Vidler’s 5 & 10 on Main Street


When I moved to East Aurora from New York City in 1985 — just married — it was a thrill to find an affordable old farmhouse with a barn, pond, and acres in the town of Aurora, four minutes from the Village. While I’d loved New York City, the crime rate there had become high, and my fiancé and I hoped to raise a child in a kinder, simpler place—in the Southtowns of Buffalo near my family’s home.

I came to love East Aurora, for many reasons, including several that were unexpected and different from my first impressions. Here is why it was and is a great place to live and visit — then and now.

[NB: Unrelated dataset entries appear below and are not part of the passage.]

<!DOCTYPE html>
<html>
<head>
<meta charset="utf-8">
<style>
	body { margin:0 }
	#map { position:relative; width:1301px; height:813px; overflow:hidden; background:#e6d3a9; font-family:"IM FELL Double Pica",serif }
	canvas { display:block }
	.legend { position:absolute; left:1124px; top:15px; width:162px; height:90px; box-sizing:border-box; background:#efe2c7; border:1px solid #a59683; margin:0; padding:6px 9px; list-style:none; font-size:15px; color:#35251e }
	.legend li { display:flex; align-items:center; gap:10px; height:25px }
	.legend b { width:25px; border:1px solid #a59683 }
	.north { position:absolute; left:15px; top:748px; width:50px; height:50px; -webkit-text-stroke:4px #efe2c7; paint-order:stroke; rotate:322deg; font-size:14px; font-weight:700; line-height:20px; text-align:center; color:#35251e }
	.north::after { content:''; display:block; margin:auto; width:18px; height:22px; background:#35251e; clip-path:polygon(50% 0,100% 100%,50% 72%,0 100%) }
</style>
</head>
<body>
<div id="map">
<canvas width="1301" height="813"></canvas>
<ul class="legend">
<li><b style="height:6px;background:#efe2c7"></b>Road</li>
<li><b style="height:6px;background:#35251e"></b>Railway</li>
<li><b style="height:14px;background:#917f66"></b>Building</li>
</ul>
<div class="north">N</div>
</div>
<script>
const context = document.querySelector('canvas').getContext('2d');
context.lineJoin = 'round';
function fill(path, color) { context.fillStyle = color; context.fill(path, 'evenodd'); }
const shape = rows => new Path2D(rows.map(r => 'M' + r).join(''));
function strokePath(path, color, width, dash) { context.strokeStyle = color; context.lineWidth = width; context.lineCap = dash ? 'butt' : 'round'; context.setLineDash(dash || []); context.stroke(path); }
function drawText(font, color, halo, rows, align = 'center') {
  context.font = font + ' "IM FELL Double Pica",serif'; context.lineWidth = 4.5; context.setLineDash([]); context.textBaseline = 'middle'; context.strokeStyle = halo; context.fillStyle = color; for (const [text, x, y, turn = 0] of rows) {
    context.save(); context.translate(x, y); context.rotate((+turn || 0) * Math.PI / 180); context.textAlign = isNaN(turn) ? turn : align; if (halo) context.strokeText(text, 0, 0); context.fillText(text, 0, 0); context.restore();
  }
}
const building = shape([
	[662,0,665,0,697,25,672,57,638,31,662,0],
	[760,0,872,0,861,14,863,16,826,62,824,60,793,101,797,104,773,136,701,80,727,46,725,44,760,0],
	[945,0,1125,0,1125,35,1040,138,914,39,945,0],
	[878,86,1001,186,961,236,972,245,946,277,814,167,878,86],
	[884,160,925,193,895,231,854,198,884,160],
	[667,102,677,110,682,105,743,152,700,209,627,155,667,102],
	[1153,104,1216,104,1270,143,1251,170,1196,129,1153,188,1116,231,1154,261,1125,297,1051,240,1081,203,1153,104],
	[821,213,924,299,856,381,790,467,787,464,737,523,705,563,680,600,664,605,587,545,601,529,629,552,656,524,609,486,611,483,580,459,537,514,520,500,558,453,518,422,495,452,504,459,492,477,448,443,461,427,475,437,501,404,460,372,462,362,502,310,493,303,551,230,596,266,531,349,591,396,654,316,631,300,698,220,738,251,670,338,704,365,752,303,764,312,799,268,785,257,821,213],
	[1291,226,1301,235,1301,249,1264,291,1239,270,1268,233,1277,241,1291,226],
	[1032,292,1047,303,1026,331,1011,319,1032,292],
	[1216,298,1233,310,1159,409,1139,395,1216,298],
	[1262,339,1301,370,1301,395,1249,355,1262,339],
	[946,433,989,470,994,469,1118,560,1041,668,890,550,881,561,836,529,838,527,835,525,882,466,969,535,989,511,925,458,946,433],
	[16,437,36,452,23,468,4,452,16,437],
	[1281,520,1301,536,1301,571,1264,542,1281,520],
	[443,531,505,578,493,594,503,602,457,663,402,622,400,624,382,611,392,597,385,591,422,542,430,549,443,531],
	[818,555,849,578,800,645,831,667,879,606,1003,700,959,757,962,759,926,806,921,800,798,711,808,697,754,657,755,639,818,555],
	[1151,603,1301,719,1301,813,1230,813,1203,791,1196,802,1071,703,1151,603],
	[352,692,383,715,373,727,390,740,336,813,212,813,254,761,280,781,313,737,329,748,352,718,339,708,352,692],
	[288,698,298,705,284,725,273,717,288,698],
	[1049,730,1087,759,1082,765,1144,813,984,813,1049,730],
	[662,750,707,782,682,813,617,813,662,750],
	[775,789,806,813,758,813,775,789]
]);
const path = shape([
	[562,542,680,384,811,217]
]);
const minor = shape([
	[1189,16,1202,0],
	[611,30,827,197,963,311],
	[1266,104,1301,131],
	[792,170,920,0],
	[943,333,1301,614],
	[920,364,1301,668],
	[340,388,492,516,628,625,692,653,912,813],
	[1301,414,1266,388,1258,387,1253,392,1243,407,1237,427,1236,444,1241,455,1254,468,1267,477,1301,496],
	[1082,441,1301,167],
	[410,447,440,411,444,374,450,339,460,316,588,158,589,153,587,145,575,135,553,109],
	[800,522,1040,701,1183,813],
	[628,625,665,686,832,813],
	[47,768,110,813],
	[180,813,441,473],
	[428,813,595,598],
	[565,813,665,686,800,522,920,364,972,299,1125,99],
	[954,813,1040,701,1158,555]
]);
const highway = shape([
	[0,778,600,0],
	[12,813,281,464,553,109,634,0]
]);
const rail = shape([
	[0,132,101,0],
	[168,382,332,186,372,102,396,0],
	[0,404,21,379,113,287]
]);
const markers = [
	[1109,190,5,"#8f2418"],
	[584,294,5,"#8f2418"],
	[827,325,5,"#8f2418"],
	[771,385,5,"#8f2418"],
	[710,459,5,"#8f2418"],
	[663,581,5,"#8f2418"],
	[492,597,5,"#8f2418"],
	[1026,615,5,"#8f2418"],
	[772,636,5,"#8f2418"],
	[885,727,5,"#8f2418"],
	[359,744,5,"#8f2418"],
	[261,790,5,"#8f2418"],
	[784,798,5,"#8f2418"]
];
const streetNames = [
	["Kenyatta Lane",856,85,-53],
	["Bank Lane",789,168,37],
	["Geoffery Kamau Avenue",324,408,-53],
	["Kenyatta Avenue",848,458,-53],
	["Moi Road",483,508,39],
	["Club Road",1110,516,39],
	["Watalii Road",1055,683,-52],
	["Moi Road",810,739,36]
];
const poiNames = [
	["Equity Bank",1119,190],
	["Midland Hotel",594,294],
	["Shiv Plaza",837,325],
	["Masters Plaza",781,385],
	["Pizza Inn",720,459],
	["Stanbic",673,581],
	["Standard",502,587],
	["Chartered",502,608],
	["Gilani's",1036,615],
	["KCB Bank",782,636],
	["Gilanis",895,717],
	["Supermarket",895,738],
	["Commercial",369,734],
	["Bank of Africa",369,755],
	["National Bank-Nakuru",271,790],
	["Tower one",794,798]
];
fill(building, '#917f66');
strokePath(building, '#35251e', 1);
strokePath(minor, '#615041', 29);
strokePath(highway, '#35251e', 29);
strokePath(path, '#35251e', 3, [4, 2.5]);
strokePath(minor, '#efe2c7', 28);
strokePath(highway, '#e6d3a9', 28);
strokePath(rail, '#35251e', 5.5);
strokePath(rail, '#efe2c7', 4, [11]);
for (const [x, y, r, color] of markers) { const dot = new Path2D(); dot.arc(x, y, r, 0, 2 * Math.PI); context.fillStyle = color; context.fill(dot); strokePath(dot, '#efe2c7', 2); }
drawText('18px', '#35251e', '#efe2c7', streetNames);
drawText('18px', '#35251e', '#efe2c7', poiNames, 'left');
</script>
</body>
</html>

At first the differences were shocking — giant contrasts between big city and small town life — some great, some surprising, and some annoying. The multi-ethnic dining, stylish department stores, and public transportation complete with a soundtrack of many accents and languages of New York was replaced by many alternative pleasures — including Vidler’s 5&10, the Roycroft Inn, farmers’ markets, fields and woods, horse people, yard and estate sales, and the Cooperative Extension that taught me gardening.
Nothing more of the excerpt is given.